Bilginin ateşi barış güvercinine yolu gösteriyor...
Güzel yüzlü, aklı ak, pırpır yürekli insanlar sevgiyle, coşkuyla, bilinçle toplanmışlardı Ankara Garı’nda.
Birçoğumuzun ömründen uzun bir savaşı durdurabilmek için, yürekler kardeş yüreklere cesaret vermek, heyecan ve kararlılık enjekte etmek için bir araya gelmişlerdi. Yurdumun emekçi insanları, bilimi ve onun ilerleten, sorunlara yaratıcı çözümler üreten yöntemlerini vicdanları ile hamurlaştıranlar birbirlerine selam ettiklerinde hainliğin ateş topu onları yaktı, kavurdu.
Böylece sayıları az, ekonomik ve politik gücü yüksek olanların hesap defterlerine artıları yazmak isteyenler, bölge haklarının hayatlarını ve yaşam kaynaklarını emmede kararlı emperyalistlerin önündeki taşların bir bölümünü daha temizlediler.
Artık aramızda olamayacak emekçiler, gencecik insanlarımız çok daha büyük sorumluluk yükleyerek bize elveda dediler. Yaralı kardeşlerimizi, yurdumuzu bize emanet ettiler; Daha fazla çalışmak, dayanışma içerisinde olmak, mücadele etmek ve bilimin aydınlatıcı ateşinin alevini yükseltme görevini omuzlarımıza yükleyerek ayrıldılar.
Yükler ağır. Sorumluluk, altından kalkılamayacak gibi görünüyor.
Ancak aldığımız mühendislik eğitimi, deneyimlerimiz ve dünya bakışımız ufkumuzu aydınlatıyor; Teknik çözümlerin insana yaraşanını uygulamaya olanak sağlıyor. Düşüncelerimiz insanı mutlu etmek ve onun en değerli varlığı doğayı korumak olduğu sürece bunu başarabileceğimizden de şüphe etmiyoruz.

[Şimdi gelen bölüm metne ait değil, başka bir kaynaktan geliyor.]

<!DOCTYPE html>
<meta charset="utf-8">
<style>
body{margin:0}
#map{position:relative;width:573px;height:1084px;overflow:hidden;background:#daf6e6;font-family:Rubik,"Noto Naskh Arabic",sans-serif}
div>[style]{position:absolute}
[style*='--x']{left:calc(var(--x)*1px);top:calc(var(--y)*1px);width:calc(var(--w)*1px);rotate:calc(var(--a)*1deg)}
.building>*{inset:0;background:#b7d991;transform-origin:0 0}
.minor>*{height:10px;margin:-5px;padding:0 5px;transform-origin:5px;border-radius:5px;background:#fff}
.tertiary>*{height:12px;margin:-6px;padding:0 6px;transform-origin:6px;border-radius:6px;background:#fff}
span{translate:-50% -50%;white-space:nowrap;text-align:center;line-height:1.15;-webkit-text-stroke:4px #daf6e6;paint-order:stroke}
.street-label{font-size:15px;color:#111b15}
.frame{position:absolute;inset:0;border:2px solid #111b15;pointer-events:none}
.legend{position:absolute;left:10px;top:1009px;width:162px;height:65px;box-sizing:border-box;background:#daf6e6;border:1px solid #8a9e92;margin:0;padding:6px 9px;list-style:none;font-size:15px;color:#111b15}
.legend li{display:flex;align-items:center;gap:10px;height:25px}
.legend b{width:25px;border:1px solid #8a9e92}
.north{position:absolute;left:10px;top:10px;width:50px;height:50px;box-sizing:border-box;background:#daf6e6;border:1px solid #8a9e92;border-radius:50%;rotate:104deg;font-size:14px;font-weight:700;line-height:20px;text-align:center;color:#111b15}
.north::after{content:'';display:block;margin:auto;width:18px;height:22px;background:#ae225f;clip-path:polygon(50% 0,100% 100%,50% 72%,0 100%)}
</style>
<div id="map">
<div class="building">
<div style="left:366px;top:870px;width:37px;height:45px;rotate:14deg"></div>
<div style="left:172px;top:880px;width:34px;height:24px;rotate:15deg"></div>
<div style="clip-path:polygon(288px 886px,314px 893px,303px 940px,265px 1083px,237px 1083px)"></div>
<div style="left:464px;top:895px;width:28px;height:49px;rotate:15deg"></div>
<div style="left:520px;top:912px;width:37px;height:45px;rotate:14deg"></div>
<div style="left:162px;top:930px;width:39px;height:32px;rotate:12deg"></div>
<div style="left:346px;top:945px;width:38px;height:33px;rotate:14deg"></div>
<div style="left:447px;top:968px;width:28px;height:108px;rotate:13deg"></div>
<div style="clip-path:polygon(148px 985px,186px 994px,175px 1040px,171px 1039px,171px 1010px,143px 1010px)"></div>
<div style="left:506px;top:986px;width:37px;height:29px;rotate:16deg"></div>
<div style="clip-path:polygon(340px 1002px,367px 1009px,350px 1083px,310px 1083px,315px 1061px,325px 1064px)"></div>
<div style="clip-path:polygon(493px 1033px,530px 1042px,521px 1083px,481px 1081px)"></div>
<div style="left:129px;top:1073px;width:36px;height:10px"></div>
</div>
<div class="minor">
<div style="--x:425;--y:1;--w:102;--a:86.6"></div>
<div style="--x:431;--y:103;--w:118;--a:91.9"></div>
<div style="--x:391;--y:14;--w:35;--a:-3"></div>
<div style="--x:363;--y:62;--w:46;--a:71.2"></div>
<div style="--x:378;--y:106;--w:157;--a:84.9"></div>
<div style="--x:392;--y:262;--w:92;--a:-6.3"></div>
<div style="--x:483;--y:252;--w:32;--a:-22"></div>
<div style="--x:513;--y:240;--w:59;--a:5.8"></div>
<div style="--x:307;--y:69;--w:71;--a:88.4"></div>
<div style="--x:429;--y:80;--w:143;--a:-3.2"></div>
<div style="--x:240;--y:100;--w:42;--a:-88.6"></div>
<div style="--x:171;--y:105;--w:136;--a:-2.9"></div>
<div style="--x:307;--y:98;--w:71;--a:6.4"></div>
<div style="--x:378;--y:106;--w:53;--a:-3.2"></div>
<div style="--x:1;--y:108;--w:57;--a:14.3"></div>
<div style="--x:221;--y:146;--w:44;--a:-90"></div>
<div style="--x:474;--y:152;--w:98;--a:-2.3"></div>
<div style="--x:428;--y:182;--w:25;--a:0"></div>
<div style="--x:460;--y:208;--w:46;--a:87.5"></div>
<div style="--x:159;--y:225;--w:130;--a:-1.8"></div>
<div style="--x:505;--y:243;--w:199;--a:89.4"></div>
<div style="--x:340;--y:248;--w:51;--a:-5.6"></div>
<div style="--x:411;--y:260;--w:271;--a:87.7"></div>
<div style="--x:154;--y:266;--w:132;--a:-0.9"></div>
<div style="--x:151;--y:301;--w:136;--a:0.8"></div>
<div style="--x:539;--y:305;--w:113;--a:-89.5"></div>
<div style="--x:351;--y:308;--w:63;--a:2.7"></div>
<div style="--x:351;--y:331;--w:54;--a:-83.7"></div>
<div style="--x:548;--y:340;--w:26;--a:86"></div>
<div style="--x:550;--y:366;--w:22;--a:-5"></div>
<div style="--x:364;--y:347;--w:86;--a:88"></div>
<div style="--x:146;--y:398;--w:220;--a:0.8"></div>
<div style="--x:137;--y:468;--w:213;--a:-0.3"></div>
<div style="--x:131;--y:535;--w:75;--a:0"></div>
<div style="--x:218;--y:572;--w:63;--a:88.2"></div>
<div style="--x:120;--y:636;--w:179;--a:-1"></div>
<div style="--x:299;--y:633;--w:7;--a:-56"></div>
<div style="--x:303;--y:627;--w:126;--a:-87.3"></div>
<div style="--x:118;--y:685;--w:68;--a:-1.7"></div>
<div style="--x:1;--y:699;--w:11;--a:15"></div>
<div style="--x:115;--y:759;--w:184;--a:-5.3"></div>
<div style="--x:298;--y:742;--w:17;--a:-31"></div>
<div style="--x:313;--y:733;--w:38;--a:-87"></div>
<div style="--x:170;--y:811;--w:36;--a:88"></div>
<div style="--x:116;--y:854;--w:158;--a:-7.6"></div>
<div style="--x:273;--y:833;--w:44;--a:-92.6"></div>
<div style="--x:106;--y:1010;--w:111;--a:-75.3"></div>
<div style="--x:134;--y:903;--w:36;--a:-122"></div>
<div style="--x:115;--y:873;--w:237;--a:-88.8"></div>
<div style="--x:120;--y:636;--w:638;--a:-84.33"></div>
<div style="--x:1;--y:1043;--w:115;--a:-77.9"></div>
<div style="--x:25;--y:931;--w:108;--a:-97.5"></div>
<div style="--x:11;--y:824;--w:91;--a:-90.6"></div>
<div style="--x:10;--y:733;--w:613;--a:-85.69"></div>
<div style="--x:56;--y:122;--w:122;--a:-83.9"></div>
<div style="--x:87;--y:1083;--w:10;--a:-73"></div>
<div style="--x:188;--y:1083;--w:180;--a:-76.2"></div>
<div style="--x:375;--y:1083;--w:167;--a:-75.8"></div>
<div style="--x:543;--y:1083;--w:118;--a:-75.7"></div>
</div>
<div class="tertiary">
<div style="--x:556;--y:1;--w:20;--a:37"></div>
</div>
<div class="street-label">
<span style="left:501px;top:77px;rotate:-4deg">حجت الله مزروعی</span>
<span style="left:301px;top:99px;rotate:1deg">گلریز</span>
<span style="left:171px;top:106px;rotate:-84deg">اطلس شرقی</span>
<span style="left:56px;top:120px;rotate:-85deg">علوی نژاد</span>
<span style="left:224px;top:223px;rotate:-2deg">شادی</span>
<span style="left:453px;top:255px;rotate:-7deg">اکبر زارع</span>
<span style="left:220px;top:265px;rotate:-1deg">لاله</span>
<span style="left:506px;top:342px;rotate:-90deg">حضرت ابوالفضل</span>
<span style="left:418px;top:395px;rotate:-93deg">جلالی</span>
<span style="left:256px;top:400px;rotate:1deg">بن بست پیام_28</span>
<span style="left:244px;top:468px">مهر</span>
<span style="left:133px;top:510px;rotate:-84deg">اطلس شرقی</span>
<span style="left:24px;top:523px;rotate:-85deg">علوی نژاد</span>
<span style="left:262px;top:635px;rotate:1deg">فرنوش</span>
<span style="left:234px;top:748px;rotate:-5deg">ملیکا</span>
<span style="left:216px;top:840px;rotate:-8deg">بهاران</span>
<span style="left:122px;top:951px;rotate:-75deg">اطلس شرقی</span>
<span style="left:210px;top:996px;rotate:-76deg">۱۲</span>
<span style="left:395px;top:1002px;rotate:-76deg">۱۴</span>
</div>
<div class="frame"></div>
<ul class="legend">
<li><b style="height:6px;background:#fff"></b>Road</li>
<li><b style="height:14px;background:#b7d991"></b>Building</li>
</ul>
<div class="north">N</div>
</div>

Prometheus bilginin ve aydınlığın ateşini tanrıların elinden alıp tüm insanlığın kullanımına sunabilmişti. On bin yıllar sonrasında da insanlığın ortak çabaları, yaratılan varlıklara el koyanları alt edecek, onları durduracaktır. Bunun tek koşulu doğru olanı aramaya devam etmekten, bilginin ateşini söndürmemekten geçiyor.
Onlar bilgiyi ve teknolojiyi sadece insanlığın yararına kullanmaktan vazgeçmeyen mühendislerin hiçbir zaman sonlanmayacağını çok iyi biliyorlar. O nedenle sınırsız silahlarını, düşman olarak gördükleri bizlere, bilgiye ve bilime karşı kullanmaktan tereddüt etmiyorlar.
Ancak bizlerde biliyoruz ki bundan 2000 yıl önce hiçbir olanağı bulunmayan Spartaküs dünya hakimi Roma’ya korku salabilmiş ise, bu isyanının haklı olduğundandı.
Bizde haklıyız.
İnsanlık o günden günümüze çok daha fazlasını kazandı. Özgürlük, demokrasi ve adalet yolunda mücadele edenlerin bugün çok daha ileri kazanımları var. Ancak mücadelenin, kardeşlik meyvelerinin uçsuz bucaksız zirvelerde de toplanabileceği güne kadar devam edeceği açık. Çünkü insanlık kendi özünden, genlerinden vaz geçmeyeceğini iki bin yıldır Spartaküs’ün yürüdüğü o yoldan dönmeyerek kanıtladı.
Yeter ki vazgeçmeyelim, yeter ki bilgimizi ve gücümüzü ortak hedeflere yönlendirelim. Yeter ki birbirimizin acısını paylaşalım, birbirimize omuz verelim.